The euro tumbled to its lowest level against the dollar in almost 14 years on 20 December, as ongoing uncertainty over the Eurozone economy and the previous day's attack in Berlin spooked sentiment.
The common currency fell 0.5% to $1.0353, its lowest since early 2003, as investors digested the news the Italian government was preparing a €20bn package aimed at rescuing the country's troubled banking sector.
News of an attack on Berlin's Christmas markets, which killed 12 people and left another 48 injured, was also weighing on investors' minds, as it offered an unwanted reminder of the threat facing Europe.
Elsewhere, the pound lost ground against its main rivals, falling further behind as the ongoing uncertainty surrounding Brexit soured traders' mood just before Christmas.
Having fallen over 0.7% in the first session of the week, sterling extended the losses and, by early afternoon, it was down 0.13% and 0.64% against the euro and the dollar respectively, fetching €1.1902 and $1.2320.
"The ongoing battle of words between financial heavyweights on the Brexit topic has added to the anxiety, while hard Brexit concerns continue to encourage sellers to incessantly offload the pound," said FXTM research analyst Lukman Otunuga.
"With the lack of direction in the UK government's Brexit stance compounding to the uncertainty, sterling could be poised for steeper declines moving forward."
Across the Atlantic, the dollar recorded solid gains against the world's major currencies, rising 0.43% against the Swiss franc to CHF1.0319 and 0.29% against the Australian dollar to AUD$1.3832.
The greenback, which was flat against its Canadian counterpart, also surged 0.94% against the yen, trading at ¥118.19, after the Bank of Japan opted to keep its monetary policy on hold.
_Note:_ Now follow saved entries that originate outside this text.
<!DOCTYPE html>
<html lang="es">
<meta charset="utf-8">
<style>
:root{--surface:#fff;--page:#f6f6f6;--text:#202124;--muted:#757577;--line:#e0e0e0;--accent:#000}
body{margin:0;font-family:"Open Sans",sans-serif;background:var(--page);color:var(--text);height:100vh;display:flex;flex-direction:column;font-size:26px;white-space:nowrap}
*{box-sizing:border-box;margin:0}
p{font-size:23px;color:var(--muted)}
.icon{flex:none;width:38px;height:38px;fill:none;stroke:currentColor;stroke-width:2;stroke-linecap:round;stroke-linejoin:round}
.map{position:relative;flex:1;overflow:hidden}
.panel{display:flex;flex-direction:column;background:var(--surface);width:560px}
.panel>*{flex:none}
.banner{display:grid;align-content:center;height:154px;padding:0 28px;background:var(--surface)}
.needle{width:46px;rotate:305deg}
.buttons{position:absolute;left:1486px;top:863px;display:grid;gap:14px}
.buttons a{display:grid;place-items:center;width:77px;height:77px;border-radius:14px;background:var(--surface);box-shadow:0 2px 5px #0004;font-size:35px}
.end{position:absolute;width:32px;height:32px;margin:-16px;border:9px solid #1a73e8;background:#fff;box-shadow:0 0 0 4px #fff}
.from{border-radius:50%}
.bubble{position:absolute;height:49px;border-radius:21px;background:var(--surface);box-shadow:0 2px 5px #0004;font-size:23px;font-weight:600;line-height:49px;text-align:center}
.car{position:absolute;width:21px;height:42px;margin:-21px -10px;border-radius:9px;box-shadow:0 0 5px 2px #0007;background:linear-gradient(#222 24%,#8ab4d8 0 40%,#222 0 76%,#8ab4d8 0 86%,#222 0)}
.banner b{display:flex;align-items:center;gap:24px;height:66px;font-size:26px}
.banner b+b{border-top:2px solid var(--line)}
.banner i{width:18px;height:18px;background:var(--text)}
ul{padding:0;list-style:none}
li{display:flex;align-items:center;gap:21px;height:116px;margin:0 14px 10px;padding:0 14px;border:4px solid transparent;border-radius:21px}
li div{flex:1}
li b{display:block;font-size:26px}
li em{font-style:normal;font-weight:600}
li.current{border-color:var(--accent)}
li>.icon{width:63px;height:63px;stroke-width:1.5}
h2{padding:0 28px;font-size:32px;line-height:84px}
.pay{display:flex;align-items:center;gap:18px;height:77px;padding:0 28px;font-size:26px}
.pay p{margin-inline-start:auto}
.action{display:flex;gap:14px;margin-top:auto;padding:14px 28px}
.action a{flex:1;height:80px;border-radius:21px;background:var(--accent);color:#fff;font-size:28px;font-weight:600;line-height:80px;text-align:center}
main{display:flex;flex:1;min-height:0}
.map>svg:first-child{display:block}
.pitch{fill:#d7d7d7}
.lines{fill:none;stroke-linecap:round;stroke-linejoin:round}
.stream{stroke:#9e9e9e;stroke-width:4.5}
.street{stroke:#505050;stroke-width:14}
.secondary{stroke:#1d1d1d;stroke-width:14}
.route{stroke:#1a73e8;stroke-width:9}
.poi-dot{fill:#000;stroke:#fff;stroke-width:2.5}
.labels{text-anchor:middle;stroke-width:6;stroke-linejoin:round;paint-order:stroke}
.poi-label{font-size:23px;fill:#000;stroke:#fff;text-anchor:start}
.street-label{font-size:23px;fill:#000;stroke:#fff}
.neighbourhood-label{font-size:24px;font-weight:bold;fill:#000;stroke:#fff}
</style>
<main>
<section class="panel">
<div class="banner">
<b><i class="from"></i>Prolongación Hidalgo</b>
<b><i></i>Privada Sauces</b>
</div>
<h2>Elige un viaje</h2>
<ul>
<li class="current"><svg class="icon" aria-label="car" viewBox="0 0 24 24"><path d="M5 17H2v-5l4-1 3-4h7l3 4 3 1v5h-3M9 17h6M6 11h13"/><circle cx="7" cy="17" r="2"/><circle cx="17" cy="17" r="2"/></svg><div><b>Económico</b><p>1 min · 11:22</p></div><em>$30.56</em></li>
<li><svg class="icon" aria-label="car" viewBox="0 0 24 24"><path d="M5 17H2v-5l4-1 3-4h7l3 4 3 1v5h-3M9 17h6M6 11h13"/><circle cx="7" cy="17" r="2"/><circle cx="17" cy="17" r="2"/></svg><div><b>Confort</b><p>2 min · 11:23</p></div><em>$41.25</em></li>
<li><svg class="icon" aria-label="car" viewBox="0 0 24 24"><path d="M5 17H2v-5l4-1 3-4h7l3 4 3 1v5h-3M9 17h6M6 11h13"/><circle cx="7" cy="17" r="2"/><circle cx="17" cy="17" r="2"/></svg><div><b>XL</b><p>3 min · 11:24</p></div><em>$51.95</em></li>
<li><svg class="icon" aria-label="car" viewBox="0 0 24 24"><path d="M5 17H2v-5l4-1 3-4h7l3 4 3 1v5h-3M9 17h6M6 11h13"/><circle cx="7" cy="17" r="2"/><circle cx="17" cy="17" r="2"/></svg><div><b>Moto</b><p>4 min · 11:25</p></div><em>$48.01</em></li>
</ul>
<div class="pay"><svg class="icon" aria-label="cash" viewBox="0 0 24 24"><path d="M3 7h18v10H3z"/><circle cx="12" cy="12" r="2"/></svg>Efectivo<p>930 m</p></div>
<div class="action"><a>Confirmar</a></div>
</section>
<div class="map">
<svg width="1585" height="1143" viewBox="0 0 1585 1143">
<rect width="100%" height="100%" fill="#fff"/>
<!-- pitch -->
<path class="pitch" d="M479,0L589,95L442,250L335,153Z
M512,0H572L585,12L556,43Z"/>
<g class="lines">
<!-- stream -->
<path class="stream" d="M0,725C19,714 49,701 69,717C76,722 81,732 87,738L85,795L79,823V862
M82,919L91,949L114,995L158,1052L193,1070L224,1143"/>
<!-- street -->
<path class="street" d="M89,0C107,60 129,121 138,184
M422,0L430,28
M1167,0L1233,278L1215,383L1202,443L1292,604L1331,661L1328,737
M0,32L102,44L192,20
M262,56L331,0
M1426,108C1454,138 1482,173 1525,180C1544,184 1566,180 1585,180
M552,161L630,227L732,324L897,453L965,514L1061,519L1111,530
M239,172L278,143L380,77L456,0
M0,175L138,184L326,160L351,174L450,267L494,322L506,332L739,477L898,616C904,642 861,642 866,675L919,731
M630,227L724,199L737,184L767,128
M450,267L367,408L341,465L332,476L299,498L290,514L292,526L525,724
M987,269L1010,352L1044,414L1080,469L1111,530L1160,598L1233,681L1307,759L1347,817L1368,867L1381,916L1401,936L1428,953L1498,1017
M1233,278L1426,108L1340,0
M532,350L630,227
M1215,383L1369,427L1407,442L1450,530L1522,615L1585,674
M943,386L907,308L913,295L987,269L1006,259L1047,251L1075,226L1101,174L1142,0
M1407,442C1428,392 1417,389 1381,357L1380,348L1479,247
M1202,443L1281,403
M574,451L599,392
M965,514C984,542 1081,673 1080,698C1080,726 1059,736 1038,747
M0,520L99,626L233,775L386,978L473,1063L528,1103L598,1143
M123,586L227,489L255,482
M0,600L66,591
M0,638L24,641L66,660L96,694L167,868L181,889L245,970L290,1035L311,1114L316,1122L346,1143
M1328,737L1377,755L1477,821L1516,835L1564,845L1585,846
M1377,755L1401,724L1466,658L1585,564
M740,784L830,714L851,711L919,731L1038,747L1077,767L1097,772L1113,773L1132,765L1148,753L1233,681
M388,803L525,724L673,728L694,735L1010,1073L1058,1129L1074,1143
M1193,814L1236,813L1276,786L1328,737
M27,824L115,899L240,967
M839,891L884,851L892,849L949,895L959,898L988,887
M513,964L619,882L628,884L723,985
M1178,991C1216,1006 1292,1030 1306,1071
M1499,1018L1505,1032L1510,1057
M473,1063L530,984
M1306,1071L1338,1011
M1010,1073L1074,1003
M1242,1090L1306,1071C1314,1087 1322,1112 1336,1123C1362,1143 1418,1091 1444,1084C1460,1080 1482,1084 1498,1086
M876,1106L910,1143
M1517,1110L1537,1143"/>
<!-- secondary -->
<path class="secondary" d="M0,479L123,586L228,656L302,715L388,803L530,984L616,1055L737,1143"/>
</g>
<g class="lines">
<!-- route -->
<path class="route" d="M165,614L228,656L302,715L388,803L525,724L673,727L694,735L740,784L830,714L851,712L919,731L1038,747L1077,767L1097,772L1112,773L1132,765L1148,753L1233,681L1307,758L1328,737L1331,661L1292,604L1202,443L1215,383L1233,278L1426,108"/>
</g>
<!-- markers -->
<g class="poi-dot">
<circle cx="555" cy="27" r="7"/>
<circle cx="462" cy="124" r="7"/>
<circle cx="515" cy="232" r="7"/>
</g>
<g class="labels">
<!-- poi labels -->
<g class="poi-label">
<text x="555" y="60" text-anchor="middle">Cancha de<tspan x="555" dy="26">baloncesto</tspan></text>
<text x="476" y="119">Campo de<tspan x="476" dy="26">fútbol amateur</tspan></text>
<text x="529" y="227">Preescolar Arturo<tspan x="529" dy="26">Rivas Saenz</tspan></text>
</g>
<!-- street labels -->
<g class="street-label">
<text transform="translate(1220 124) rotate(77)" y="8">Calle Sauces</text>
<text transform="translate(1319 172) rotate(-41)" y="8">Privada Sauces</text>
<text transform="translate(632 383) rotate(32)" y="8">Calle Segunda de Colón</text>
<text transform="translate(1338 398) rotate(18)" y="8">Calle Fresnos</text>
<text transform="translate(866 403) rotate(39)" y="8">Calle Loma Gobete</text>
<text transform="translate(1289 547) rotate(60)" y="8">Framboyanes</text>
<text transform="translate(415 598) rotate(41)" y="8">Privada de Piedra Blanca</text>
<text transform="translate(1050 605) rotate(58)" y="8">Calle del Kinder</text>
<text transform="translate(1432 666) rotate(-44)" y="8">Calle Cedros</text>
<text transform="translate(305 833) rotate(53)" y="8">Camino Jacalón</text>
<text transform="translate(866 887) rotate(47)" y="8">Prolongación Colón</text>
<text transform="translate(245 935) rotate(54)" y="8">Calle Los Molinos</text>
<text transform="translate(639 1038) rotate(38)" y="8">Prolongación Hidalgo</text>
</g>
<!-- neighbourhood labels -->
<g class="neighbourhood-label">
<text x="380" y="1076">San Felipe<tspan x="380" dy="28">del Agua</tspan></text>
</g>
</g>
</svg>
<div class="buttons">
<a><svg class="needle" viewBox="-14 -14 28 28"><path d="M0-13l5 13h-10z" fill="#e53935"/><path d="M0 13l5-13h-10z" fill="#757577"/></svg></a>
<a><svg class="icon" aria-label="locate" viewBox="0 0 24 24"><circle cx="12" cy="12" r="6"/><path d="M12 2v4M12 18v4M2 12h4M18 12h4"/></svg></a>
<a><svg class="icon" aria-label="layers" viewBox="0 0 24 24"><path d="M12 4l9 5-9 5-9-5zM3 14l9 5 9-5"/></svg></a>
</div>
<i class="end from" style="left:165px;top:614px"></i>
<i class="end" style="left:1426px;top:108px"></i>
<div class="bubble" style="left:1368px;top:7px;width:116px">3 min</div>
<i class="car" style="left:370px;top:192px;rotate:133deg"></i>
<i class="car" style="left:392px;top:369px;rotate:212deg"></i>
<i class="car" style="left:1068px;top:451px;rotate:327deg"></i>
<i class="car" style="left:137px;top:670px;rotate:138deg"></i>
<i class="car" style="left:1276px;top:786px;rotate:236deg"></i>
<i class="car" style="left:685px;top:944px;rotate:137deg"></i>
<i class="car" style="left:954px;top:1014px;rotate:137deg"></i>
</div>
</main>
Japan's central bank said interest rates would be kept at -0.1% and the 10-year government bond yield around 0%.
The BoJ also raised the country's growth outlook for the first time since May 2015, adding the economy would expand going forward amid rising domestic demand, large-scale fiscal stimulus and growing exports.
"The test for the BoJ now will be showing it's up to any test that the market throws its way," said Oanda's senior market analyst Craig Erlam.
"The market has tested similar commitments on numerous occasions in the past and with Japanese yields creeping higher over the last month or so, the BoJ's resolve may be tested soon."